I have two amazing boys to show for those pregnancies!
I also suffered from postpartum depression after each birth.
Postpartum Depression is something that a lot of people keep private or don't talk about. I'm not sure if it is the world we live in and wanting to appear like everything is perfect. Or maybe some are embarrassed or ashamed. After both of my experiences I decided I didn't want to do any of those things. I talk very openly about it. I'm not embarrassed or ashamed because I know it is not my fault. Since both of my boys I've written about it several times and have actually had a few of my articles published. One of my articles can be a found in a wonderful book called, The Gift of Giving Life.
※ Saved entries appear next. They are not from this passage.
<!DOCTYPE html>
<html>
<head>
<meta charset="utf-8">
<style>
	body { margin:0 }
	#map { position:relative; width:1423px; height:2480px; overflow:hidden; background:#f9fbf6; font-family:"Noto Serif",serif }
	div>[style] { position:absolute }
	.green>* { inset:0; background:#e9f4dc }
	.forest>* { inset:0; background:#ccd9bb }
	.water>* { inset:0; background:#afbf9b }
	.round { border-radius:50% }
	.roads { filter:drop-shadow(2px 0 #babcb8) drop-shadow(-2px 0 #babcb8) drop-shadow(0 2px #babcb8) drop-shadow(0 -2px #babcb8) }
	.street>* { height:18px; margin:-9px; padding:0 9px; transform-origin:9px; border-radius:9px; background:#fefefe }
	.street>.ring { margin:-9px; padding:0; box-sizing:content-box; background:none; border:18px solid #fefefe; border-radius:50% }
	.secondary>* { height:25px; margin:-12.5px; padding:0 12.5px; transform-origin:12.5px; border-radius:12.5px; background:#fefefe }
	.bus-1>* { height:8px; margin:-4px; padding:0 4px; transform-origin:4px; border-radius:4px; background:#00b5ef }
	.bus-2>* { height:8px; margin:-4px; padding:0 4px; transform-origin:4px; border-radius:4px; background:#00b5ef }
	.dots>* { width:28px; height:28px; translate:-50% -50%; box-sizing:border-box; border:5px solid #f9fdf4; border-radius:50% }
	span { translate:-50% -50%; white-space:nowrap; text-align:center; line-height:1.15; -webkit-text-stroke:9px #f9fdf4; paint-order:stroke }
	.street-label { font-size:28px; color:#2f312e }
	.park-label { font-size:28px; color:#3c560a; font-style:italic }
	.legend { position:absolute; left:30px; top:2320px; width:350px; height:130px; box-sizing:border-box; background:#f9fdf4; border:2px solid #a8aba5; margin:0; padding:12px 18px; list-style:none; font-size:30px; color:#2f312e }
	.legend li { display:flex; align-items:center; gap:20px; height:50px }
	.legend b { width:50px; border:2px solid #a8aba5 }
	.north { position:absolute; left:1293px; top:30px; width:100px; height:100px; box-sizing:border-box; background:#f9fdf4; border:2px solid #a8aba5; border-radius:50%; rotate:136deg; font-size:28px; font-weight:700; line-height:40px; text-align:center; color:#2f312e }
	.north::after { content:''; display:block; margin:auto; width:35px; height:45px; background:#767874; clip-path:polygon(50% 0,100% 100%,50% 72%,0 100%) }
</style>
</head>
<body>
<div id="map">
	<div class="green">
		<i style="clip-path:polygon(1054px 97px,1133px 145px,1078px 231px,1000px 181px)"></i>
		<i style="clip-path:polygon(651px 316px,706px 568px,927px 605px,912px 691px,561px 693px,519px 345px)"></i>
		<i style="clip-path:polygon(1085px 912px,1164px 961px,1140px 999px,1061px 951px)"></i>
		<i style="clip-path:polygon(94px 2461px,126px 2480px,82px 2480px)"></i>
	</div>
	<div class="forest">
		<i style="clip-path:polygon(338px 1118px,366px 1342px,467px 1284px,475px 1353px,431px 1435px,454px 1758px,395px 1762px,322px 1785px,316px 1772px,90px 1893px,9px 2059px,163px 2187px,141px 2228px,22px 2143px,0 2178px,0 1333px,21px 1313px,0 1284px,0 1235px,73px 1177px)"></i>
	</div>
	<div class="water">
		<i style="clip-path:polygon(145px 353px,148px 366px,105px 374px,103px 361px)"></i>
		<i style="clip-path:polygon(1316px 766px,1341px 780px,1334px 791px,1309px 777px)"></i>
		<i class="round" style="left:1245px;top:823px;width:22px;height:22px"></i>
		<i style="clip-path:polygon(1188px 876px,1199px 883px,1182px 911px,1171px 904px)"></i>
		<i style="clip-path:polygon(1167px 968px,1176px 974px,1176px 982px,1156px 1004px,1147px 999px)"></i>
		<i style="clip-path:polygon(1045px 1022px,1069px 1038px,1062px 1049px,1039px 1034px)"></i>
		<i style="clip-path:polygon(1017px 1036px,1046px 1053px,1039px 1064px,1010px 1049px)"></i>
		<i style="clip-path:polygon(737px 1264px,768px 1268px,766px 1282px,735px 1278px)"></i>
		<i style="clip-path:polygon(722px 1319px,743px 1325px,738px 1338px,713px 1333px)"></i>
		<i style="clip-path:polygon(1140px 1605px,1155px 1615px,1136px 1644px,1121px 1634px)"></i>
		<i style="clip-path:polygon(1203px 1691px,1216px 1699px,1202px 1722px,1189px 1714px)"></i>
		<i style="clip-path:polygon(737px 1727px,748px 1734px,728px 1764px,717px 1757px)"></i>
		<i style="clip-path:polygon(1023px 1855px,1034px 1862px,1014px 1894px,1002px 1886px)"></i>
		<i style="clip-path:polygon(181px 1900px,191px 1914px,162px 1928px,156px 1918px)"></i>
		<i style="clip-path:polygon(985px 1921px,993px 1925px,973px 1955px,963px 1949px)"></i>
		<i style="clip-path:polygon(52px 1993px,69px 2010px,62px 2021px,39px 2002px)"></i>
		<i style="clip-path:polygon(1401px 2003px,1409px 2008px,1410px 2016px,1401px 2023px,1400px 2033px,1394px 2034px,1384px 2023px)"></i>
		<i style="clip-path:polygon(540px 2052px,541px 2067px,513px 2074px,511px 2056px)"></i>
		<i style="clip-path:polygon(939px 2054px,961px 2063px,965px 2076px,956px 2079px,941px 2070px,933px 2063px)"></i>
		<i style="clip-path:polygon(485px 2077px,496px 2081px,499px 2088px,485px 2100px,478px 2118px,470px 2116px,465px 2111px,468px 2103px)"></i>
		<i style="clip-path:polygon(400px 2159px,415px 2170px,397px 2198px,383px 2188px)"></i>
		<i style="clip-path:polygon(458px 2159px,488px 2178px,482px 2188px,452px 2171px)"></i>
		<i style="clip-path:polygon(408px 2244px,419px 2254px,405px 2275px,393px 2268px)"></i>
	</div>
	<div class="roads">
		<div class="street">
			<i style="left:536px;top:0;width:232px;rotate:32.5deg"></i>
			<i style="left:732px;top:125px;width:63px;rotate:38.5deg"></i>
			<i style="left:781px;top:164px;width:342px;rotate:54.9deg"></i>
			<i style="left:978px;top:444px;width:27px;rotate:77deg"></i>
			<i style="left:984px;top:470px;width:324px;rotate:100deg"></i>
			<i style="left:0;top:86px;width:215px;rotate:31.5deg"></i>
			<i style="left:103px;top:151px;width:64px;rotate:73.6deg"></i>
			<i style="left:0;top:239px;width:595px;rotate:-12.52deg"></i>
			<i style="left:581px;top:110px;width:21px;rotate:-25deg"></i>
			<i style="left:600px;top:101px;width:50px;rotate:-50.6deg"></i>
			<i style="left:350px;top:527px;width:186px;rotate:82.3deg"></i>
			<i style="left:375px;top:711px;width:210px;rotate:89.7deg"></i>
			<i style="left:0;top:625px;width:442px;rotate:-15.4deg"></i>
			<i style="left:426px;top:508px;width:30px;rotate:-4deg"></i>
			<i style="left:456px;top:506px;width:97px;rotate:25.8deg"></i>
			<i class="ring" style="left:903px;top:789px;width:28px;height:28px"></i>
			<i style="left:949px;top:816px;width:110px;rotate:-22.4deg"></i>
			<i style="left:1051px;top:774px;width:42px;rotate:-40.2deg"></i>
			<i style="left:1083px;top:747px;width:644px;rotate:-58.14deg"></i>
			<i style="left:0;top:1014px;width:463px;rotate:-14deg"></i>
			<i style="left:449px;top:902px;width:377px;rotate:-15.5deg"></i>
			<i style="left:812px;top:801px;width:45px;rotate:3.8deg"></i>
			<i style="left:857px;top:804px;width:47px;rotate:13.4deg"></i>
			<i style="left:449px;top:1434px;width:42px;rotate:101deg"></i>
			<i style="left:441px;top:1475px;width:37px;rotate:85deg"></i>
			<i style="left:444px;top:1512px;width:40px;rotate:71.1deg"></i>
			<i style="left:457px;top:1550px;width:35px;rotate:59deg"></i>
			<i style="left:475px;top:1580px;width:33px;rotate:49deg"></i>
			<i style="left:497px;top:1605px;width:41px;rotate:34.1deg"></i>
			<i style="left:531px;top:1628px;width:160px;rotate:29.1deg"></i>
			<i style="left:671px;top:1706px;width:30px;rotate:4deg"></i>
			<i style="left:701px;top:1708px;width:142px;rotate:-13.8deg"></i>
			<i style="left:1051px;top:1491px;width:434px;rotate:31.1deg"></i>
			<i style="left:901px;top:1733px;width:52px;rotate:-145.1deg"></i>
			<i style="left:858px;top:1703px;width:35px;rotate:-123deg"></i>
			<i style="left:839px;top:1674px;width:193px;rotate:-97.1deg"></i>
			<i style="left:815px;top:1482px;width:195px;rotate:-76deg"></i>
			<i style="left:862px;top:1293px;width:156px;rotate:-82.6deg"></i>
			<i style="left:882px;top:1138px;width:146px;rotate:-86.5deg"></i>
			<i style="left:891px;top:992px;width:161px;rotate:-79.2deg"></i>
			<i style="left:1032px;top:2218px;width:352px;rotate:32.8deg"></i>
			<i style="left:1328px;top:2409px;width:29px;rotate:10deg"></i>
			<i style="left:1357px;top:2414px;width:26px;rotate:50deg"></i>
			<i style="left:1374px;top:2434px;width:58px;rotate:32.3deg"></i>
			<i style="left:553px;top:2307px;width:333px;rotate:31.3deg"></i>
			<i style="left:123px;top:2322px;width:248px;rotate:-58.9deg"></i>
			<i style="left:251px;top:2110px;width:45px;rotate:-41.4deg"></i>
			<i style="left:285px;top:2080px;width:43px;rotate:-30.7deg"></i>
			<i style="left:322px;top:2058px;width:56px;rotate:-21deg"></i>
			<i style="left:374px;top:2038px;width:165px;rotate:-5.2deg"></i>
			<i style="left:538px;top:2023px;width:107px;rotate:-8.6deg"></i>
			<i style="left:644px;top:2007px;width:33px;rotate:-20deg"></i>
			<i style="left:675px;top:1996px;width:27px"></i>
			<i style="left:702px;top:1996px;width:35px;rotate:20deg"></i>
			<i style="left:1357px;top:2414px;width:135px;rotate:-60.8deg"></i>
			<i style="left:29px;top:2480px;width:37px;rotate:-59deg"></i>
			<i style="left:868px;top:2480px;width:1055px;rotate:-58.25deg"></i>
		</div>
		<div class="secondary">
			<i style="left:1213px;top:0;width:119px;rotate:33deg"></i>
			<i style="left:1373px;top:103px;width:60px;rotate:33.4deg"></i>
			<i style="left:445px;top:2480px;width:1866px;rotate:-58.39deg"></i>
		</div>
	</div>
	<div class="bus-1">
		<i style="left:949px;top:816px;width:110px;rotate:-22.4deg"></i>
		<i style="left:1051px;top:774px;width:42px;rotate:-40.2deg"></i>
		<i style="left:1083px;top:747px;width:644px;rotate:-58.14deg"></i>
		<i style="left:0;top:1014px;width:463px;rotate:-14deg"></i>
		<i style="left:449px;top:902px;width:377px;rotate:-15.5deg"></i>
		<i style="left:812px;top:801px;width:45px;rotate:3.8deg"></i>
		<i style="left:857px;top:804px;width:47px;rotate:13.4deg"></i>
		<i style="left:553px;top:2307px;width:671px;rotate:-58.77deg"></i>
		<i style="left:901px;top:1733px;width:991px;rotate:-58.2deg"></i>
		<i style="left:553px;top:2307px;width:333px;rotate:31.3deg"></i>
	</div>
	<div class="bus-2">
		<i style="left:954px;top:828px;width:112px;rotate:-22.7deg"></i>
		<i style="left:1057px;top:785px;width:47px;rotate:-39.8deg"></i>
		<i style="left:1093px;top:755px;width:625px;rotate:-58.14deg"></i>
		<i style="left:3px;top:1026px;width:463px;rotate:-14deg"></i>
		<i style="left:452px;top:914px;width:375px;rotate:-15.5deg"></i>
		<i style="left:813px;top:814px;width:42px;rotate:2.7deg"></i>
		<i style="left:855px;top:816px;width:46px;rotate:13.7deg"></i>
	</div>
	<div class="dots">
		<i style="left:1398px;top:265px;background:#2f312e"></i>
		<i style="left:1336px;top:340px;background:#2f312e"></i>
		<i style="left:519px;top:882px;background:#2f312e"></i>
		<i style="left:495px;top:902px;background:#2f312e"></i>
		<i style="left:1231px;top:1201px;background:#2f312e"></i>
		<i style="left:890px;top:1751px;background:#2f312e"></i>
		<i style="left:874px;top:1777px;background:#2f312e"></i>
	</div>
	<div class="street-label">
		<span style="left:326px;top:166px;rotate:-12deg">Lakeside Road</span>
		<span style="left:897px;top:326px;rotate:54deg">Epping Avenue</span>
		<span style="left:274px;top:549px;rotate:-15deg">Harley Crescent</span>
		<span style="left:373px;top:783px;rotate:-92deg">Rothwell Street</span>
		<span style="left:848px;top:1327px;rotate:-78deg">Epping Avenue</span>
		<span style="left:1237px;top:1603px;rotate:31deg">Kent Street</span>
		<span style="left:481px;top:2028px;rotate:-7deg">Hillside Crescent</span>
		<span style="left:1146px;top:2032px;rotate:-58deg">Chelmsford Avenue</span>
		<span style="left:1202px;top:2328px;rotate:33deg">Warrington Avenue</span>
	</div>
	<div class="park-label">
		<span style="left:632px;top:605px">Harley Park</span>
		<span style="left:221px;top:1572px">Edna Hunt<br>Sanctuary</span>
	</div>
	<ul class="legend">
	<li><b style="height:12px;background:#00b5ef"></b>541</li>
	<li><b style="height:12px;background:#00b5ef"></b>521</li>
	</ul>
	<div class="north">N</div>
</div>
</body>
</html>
Here is a small account after I had my second child:
Two weeks ago I lay in bed wide-awake. It was quiet and the whole house was sleeping, except me. I quietly slipped out of bed and tip toed into baby W’s room. There he lay, peacefully asleep wrapped up like a little burrito. I touched his cheek and patted his tummy softly. My eyes welled up with big alligator tears and for the first time, I felt love for him. Actually felt it. Didn’t force it. Didn’t pretend. I actually felt love.
I wasn’t going to write about this. But I find great strength in writing, putting my thoughts on paper and getting it out of my system. I also like when people are real. This is me being real. Very real. Life isn’t perfect and sometimes I think we view people from the outside and think they “have it all.” But I’ve realized that everyone has his or her “things.” Everyone. I also know this is a subject that isn’t talked about much. But I want to talk. Because maybe you've felt some of this or maybe you have sister, friend or neighbor that has experienced this.
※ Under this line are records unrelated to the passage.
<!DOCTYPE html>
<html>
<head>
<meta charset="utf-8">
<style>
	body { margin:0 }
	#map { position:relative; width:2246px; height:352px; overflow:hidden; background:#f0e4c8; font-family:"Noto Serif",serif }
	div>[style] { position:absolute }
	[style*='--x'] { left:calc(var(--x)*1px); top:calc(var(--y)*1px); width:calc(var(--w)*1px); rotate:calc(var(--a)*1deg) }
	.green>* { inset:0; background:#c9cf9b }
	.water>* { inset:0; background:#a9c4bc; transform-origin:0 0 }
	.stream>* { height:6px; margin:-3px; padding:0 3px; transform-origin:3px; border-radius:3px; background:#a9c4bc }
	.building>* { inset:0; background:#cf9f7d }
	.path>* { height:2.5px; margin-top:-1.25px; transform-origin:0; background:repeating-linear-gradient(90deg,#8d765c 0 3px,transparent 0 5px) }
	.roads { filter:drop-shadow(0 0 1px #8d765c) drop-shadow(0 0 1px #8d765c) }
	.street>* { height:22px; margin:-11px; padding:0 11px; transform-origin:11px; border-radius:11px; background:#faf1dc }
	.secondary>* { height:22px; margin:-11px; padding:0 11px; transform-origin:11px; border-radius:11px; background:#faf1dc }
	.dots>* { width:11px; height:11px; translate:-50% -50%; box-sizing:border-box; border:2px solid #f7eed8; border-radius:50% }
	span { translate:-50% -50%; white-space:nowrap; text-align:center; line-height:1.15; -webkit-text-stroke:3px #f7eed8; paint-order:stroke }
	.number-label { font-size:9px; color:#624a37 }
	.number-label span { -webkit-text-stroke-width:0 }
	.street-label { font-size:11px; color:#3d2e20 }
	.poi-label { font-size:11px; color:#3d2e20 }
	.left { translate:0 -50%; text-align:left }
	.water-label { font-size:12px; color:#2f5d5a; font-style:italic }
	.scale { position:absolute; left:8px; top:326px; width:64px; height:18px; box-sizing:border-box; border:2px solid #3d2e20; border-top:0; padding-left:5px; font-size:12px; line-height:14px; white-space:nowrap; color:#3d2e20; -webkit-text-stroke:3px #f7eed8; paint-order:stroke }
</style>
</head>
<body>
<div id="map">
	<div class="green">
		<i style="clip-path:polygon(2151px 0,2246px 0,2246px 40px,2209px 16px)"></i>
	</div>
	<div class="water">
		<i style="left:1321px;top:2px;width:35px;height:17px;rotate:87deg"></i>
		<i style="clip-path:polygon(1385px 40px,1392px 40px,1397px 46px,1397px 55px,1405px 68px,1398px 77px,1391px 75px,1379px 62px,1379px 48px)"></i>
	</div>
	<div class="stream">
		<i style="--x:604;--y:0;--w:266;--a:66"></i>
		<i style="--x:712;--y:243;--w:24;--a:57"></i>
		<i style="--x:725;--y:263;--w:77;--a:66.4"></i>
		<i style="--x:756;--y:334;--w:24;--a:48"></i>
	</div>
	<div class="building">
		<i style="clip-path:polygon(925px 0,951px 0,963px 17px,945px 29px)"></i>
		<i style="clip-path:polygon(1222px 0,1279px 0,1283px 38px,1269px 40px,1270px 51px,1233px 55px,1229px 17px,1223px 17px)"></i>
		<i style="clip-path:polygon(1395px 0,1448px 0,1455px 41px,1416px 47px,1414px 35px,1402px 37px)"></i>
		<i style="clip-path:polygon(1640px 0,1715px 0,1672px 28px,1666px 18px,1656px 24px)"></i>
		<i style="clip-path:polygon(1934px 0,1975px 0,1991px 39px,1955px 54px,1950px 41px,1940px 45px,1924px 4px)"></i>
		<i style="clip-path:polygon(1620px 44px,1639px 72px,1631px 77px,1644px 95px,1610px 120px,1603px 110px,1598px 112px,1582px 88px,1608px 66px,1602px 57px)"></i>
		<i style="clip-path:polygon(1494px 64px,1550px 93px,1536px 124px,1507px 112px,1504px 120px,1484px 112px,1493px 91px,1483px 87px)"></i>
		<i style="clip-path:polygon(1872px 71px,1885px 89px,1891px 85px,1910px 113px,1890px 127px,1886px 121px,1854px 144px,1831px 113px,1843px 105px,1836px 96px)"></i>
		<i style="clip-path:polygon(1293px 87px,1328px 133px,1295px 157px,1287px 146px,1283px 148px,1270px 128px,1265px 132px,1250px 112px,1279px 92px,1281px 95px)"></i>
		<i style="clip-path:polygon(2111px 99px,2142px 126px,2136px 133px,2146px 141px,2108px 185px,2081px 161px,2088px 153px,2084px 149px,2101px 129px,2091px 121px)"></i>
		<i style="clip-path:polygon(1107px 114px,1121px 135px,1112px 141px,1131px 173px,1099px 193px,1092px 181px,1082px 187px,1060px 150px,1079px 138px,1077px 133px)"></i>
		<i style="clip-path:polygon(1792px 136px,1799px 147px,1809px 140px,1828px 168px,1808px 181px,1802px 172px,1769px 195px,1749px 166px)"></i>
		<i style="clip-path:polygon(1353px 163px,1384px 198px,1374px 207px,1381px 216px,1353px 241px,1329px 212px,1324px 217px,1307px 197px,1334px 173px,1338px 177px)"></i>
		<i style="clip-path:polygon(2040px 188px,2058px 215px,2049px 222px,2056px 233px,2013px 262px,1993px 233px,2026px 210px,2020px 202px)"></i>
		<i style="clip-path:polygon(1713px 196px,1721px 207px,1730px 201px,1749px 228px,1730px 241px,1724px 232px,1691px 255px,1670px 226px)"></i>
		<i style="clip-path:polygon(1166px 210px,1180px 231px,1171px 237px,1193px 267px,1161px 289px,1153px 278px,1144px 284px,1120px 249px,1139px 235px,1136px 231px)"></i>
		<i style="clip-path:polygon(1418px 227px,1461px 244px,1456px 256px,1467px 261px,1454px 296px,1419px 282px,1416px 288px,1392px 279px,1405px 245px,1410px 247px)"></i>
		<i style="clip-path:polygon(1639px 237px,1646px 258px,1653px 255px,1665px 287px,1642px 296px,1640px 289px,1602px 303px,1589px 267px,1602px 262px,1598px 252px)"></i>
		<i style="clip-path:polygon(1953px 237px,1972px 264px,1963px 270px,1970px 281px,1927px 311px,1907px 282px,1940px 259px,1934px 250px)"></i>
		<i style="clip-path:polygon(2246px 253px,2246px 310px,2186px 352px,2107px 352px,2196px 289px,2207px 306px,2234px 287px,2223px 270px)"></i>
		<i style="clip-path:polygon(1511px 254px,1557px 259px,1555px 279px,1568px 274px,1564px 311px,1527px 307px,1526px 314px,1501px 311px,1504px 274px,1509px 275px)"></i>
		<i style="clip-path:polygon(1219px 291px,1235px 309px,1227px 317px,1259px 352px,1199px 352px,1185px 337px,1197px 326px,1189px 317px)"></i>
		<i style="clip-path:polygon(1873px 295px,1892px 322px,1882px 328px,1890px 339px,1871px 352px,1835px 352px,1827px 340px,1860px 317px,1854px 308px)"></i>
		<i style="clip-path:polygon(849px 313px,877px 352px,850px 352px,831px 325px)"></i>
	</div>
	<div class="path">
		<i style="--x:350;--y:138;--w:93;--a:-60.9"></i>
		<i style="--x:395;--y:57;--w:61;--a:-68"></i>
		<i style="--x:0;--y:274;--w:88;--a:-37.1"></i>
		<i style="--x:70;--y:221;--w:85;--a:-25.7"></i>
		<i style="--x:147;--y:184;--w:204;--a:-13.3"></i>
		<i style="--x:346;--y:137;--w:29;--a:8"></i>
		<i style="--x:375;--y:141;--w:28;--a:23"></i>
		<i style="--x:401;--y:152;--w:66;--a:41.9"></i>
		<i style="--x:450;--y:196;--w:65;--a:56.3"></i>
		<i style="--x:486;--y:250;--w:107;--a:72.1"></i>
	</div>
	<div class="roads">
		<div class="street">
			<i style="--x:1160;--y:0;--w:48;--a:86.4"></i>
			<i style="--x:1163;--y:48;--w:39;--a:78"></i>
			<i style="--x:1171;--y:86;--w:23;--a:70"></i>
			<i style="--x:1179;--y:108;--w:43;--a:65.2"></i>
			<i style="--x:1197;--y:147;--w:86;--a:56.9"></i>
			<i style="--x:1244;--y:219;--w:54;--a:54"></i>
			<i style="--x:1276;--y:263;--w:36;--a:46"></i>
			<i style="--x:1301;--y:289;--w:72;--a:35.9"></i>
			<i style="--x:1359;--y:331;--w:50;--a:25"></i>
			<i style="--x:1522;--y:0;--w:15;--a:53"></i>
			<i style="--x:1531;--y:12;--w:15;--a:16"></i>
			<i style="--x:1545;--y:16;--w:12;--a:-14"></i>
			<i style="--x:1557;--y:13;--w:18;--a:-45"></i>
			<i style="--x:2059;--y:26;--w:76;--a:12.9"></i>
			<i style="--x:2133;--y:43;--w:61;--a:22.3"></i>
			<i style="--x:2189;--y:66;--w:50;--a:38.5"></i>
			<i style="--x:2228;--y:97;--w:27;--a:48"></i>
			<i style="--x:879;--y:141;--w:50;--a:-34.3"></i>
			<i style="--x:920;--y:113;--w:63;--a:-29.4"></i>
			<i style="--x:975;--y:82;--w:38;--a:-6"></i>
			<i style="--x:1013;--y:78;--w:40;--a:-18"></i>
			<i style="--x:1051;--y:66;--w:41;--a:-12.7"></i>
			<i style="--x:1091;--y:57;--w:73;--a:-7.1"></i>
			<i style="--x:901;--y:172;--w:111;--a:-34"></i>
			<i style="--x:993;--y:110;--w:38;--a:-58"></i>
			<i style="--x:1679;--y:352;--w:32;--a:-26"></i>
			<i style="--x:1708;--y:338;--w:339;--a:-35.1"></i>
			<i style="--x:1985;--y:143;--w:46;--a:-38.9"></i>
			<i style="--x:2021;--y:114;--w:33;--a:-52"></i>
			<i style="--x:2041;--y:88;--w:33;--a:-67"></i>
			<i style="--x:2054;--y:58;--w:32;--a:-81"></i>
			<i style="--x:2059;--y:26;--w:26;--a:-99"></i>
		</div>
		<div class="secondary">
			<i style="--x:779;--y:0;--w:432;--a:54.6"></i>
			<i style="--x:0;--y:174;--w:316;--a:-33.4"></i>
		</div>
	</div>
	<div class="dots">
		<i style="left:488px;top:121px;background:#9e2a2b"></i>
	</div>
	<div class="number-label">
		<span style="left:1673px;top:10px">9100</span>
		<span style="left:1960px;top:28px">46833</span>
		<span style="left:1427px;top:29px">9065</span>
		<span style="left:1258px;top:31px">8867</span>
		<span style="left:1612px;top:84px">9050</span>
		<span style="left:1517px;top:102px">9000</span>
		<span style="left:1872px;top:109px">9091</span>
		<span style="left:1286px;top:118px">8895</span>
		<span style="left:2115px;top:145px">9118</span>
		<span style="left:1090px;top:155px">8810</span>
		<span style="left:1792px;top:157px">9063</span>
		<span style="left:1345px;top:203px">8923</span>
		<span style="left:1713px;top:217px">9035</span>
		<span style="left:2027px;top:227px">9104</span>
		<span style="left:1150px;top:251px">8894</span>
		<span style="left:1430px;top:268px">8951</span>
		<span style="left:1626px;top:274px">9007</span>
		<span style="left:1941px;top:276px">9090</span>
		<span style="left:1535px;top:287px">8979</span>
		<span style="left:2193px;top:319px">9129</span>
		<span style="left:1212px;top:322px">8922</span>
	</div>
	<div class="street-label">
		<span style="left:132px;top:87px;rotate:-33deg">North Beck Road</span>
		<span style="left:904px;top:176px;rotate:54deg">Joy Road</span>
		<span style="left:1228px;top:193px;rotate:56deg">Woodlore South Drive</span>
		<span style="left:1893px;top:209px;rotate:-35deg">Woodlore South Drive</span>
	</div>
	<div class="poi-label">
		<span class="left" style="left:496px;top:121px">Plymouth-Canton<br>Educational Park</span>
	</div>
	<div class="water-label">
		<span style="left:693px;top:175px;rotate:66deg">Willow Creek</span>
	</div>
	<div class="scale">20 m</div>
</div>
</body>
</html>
After all of W's scares while I was pregnant, his birth went wonderfully. We spent a few days in the hospital, all of which I felt great. But just like with my first pregnancy all of my hormones and emotions hit – all at once. Only this time around it was much worse. We had taken every precaution we thought to prevent the postpartum depression from being so bad this time. We were blindsided when it hit. Well, I was at least. I was totally unprepared and when those feelings started to creep in I knew I was in trouble. The first night at home was terrible. Both my husband and I were up every hour with the baby. Honestly, I forgot what it was like to have a newborn baby. I felt overwhelmed. I felt like I was in a dark hole. It is the very worst feeling in the whole entire world when you don’t want to hold your baby. When you don’t want to be in the same room as him. My heart was broken & all I could do was cry. And that is really all I did. Anxiety and panic is what set in first. The rest of the details are really quite blurry. Lots of tears. Concern from so many family members and great friends.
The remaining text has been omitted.